— What is required —
The data below is to be copied exactly, line by line.

[Dataset items]
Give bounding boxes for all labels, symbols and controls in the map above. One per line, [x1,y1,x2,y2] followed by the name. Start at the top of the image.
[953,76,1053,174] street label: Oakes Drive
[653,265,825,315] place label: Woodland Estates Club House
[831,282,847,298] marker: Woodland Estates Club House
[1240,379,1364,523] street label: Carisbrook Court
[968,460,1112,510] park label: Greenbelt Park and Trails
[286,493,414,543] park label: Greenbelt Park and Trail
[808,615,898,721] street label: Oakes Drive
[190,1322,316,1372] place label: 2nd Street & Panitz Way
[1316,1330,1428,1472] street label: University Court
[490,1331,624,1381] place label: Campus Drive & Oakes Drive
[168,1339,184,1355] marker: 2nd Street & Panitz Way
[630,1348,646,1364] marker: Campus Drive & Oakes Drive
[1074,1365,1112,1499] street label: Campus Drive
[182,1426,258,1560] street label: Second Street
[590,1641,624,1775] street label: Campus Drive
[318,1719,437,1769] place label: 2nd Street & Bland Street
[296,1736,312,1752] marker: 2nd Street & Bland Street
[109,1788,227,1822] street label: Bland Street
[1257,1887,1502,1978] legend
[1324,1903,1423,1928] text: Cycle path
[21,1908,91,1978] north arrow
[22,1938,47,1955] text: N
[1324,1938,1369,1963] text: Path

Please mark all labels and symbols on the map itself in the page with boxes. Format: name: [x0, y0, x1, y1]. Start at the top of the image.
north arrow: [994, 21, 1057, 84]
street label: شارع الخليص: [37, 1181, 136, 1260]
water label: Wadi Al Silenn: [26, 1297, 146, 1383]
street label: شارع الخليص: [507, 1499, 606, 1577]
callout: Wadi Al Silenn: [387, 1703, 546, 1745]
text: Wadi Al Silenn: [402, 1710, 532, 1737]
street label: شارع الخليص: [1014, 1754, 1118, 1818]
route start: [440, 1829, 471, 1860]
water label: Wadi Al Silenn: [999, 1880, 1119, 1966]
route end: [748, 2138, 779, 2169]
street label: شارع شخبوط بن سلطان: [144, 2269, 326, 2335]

— Result —
Give bounding boxes for all labels, symbols and controls in the map above. One per line, [x1,y1,x2,y2] followed by the name. Start at the top of the image.
[953,76,1053,174] street label: Oakes Drive
[653,265,825,315] place label: Woodland Estates Club House
[831,282,847,298] marker: Woodland Estates Club House
[1240,379,1364,523] street label: Carisbrook Court
[968,460,1112,510] park label: Greenbelt Park and Trails
[286,493,414,543] park label: Greenbelt Park and Trail
[808,615,898,721] street label: Oakes Drive
[190,1322,316,1372] place label: 2nd Street & Panitz Way
[1316,1330,1428,1472] street label: University Court
[490,1331,624,1381] place label: Campus Drive & Oakes Drive
[168,1339,184,1355] marker: 2nd Street & Panitz Way
[630,1348,646,1364] marker: Campus Drive & Oakes Drive
[1074,1365,1112,1499] street label: Campus Drive
[182,1426,258,1560] street label: Second Street
[590,1641,624,1775] street label: Campus Drive
[318,1719,437,1769] place label: 2nd Street & Bland Street
[296,1736,312,1752] marker: 2nd Street & Bland Street
[109,1788,227,1822] street label: Bland Street
[1257,1887,1502,1978] legend
[1324,1903,1423,1928] text: Cycle path
[21,1908,91,1978] north arrow
[22,1938,47,1955] text: N
[1324,1938,1369,1963] text: Path

Please mark all labels and symbols on the map itself in the page with boxes. Format: name: [x0, y0, x1, y1]. Start at the top of the image.
north arrow: [994, 21, 1057, 84]
street label: شارع الخليص: [37, 1181, 136, 1260]
water label: Wadi Al Silenn: [26, 1297, 146, 1383]
street label: شارع الخليص: [507, 1499, 606, 1577]
callout: Wadi Al Silenn: [387, 1703, 546, 1745]
text: Wadi Al Silenn: [402, 1710, 532, 1737]
street label: شارع الخليص: [1014, 1754, 1118, 1818]
route start: [440, 1829, 471, 1860]
water label: Wadi Al Silenn: [999, 1880, 1119, 1966]
route end: [748, 2138, 779, 2169]
street label: شارع شخبوط بن سلطان: [144, 2269, 326, 2335]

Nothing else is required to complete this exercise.